グループ活動

《インタビュー》北海道次世代の会 櫻井百子会長

世代も職種も超えたつながり

北海道次世代の会は、設計事務所や工務店、メーカー、研究者、学生など幅広い分野の人たちが集まり、住宅をはじめ建築についてさまざまな体験や学びを行なっている。建築に携わる若い世代が自由に意見を交わし、上の世代とも気兼ねなく言い合える場を目指してきたという。同会の櫻井会長(一級建築士事務所アトリエmomo主宰、札幌市)に話を聞いた。

北海道の建築文化を大切に

縛られずに自由に

北海道次世代の会について、櫻井氏は「部活のようなもの」と笑う。規約や難しいルールは一切なく、会費も例会の参加費のみ。誰が会員ということもなく、一度参加した人を名簿に加えていく。参加者の職種を区切らず、設計事務所、工務店、メーカー、研究者、学生など、建築に興味のある人なら誰でも歓迎する。エリアも限らず、道外の人も名簿に連なっている。 「次世代の会と名乗っている以上、若い人たちにどんどん参加してほしい」と話し、「皆さんが好きなこと、やりたいことをしていければいいと思っている」と緩やかだ。

主な活動は3ヵ月に1度の定例会。その都度、顔ぶれは変わるが大体30名ほどの参加がある。内容は新築住宅の現場見学から有名建築訪問、木材の産地めぐりまでさまざま。道内各地をはじめ道外まで出かけていく。国産材の可能性を秘めた屋久杉を見に行く3泊4日の屋久島ツアーを行ったこともある。
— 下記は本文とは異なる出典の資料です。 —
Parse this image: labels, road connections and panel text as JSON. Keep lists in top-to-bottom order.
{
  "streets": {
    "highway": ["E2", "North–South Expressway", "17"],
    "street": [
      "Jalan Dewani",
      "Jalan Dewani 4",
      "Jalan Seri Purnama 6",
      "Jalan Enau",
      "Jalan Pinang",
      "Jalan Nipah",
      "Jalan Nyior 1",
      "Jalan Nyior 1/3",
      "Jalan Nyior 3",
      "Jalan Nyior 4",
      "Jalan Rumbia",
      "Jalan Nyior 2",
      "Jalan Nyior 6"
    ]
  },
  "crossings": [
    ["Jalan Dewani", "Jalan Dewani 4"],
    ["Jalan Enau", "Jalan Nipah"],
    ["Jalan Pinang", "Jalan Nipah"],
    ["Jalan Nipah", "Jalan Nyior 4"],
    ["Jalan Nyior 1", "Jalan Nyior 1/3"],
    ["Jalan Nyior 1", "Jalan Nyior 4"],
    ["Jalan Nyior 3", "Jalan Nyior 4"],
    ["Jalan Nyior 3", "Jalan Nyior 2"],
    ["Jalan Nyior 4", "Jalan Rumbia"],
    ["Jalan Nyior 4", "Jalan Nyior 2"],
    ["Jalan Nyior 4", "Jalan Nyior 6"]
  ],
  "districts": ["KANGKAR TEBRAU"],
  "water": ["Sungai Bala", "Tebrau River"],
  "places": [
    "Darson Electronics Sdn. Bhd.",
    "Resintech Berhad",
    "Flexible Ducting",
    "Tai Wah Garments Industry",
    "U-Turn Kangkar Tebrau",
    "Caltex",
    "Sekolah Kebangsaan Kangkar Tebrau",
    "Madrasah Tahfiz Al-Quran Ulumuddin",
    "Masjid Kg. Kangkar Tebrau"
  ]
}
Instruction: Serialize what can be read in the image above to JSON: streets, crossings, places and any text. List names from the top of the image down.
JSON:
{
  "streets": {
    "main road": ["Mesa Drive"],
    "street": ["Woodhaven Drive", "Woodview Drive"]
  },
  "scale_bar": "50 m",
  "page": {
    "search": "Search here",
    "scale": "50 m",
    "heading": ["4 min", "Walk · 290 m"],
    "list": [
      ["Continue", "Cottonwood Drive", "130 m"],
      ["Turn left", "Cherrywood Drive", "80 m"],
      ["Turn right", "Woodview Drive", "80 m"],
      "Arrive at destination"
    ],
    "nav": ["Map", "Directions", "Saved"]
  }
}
毎回、櫻井氏をはじめとするコアメンバーが相談して決めるが、参加者に「何かしたいことがあるか」を聞いて、それを取り上げるのだという。また、建築現場は、どの物件が今どれくらい進んでいるのか常に情報共有しながら選んでいる。「誰かからの押し付けではなく、自分たちがしたいことをやってきたからこんなに楽しく続いていると思う」と櫻井氏は語る。

 

家づくりの現場を見学

始まりは南幌PJ

設立のきっかけは、「南幌町みどり野きた住まいるヴィレッジ」だった。環境に優しい家を普及させるプロジェクトで、道と南幌町が共同で2016年にスタート。当初、6組の建築家と工務店のコラボレーションによるモデルハウスが建設された。

そこでタッグを組んだATELIERO2(札幌市)の大杉崇社長とリノア(同)の松澤総志社長、マツナガ(東京都)の松永潤一郎社長、アドバイザーの北大大学院工学研究院の菊田弘輝准教授の4人が意気投合。建築について「若い人たちで勉強会をしよう」と、同プロジェクトに参加していた櫻井氏をはじめ、周囲に呼びかけたのが始まりだった。

2017年の第一回例会からこれまで、業種や世代を超えたつながりが育まれてきた。「それぞれの立場でフラットに何でも言いあえる」から、日頃の業務でも声を掛けあったり、困ったときに助けあったりする関係にある。櫻井氏は、「資材の高騰や職人さんが足りないなど大変な時代だけど、みんなで知恵を出して乗り切って行こうという思いでやっている」と力を込めた。

また、「最初は自分たちが建築業界の中では若かったから次世代と名付けたのだけれど、今は次の世代を育てる時期にきている」といい、若手建築家や工務店の後継者、メーカーの第一線にいる社員、学生たちなどを応援し、彼らが活躍する会でありたいと話した。

一方で北海道は断熱気密の技術で日本の住宅の最先端にいる。それは、「先人の方々が挑戦して失敗して、また挑戦することを繰り返してきたから」と櫻井氏は強調する。それだけでなく、産官学が一体となり、知り得た情報や経験を包み隠さずみんなで共有してきた。

「そんな北海道の文化を大切にしたい。会の名称に北海道が付いているのはいいことだと思う」。北海道の建築文化を次世代に繋げていくことも会の目指す方向にある。

体験と学びを共有

屋久島ツアーは昨年の11月から12月にかけて行われた。同会の常連メンバーで、屋久島地杉のデッキ材や外壁材、フローリングなどを製品化しているチャネルオリジナル(横浜市)北海道エリア担当の中上景一郎氏が取りまとめた。 櫻井氏は日頃から屋久島地杉をウッドデッキや玄関ポーチなどに使っていたが、「どんな環境でどんな風に加工されているか知りたい。現場の人の声も聞きたかった」という。

実際に行ってみて、屋久杉が「腐らない木の代名詞」と言われている理由が実感できた。あれだけ降水量の多い中で育つため樹脂が多く、耐水性が高くなるのだ。そういう材を適材適所でエクステリアに使うのだから、顧客に対する説明にも説得力が増す。

こうした体験ができるのも同会ならではだろう。「仲間がいると学びも深まる」といい、体験したことについてお互いに話し合ったり、仕事に生かせたりする。これまで参加した学生たちも、大学を卒業して建築関連の会社に就職している。「そのうちまた仕事で会うことがある。それも楽しみと思っている」。次世代のつながりは緩やかに広がっている。